I created my single_click_supercollider.sh in the scripts folder which looks like this:

#!/bin/bash
/usr/local/bin/jackd -P75 -dalsa -dhw:1 -p1024 -n3 -s -r44100 &
sclang -D /home/pi/mycode.scd

I can trigger this from the command line with

bash /usr/local/etc/pisound/single_click_supercollider.sh

and it works like a charm, but I am having problems getting the button to kick it off. Simply subbing in “single_click_supercollider.sh” instead of “single_click.sh” in the “click.sh” does not seem to do it.

I’m guessing my issue is with the sclang command, that it needs to be wrapped and sent as either a su root or sudo su command, but I thought I would check in to see if anyone has had success on this front?

Hey there, so I don’t have my pisound yet, but I should hopefully get it next week. I think I have a method that should work but it will have to wait till I get a chance to test it. I’ll let you know next week.

Carl

too good, cheers for looking into it!

Paul

Hey, use 48000 for sampling rate, 44.1kHz is not supported natively by Pisound.

I think you should launch sclang in the background the same way as puredata is launched here:

https://github.com/BlokasLabs/pisound/blob/master/pisound-btn/single_click.sh#L91

The nohup should keep the launched application running even if pisound-btn terminates and & at the end makes the command run in the background, so the control is returned to the button.

After triggering the script with the button you may try checking whether the sclang process is running using ps -ef | grep sclang

Also it does get launched as root user, on Raspbian Stretch, these new lines had to be added to single_click.sh in order for the Pure Data GUI to appear for the user: [SOLVED] Not working anymore: single click to launch Pd patch from USB

You may try adding those lines to your single click script.

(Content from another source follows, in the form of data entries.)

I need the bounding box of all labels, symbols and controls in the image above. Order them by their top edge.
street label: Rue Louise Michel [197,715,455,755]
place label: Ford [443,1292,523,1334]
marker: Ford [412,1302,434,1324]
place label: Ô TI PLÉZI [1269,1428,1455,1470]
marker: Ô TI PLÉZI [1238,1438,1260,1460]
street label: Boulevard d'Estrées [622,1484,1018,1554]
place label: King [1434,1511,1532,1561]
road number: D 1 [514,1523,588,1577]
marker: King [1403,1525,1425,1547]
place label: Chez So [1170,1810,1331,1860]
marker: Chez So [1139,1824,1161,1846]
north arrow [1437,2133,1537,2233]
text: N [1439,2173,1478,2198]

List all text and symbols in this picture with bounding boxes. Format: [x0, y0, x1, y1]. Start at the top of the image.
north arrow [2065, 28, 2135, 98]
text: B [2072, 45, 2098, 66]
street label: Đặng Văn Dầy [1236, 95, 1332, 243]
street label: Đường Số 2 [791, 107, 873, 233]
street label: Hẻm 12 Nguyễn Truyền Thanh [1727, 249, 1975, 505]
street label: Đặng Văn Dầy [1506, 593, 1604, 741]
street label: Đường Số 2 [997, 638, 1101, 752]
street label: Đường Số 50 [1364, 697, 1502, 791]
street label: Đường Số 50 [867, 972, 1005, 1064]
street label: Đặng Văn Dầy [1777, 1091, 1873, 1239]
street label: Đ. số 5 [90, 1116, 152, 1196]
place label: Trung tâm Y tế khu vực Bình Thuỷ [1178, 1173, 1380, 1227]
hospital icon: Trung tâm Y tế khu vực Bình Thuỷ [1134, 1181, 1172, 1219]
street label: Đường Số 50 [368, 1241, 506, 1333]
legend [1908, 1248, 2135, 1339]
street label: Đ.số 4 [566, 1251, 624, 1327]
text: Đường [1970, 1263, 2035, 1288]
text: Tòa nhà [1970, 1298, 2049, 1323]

Okay! Got my pisound today, yay! I’m able to get SuperCollider running when I manually run my script, but it doesn’t run when I replaced the single_click.sh script in click.sh with my own script.

Could you tell me where the log command logs itself? I see this used in the pisound scripts, but I can’t find where this is logging to.

If I can find out if the script is throwing any errors then I can maybe figure out what is wrong.

Thanks,
Carl

When I add nohup to the command to start sclang I get the following message: “nohup: nohup: ignoring input and appending output to ‘/home/pi/nohup.out’ignoring input and appending output to ‘/home/pi/nohup.out’”

Any idea what this means?

Carl

Hi Everyone,

So I’m still trying to get a SuperCollider patch started after a single click from the Pisound button. The button is working and responding as expected (I’ve verified it’s working using the flash_leds command in a script), but I cannot get Jack and SuperCollider to start. Here is my script:

#!/bin/bash
. /usr/local/etc/pisound/common.sh
. /usr/local/etc/pisound/display_variable.sh
flash_leds 100
sleep 3
flash_leds 100
sleep 3
flash_leds 100
sleep 3
echo $DISPLAY
/usr/bin/jackd -P75 -dalsa -dhw:1 -p64 -n3 -s -r48000 &
echo “Starting Jackd”
sleep 4
flash_leds 100
sleep 3
sclang -D /home/pi/mycode.scd &
echo “Starting SuperCollider”
flash_leds 100

The lights flash correctly but Jack and SuperCollider do not start when I run this script from the button. If I run this script manually (by typing ./scstart.sh in the terminal) everything works as expected and Jack and SuperCollider start and it makes sound. Does anyone have any ideas on how I can adjust my script to get it to run from the button? Adding nohup to sclang does not change anything.

Thanks,
Carl

try login (or s )in as root, and run the script as toot, see if it displays any errors
… my guess would be you have something about sc setup in your pi user profile (eg. patch to sclang)

the other thing you could do, is to make the script (or at least the application starting bit) run as the PI user.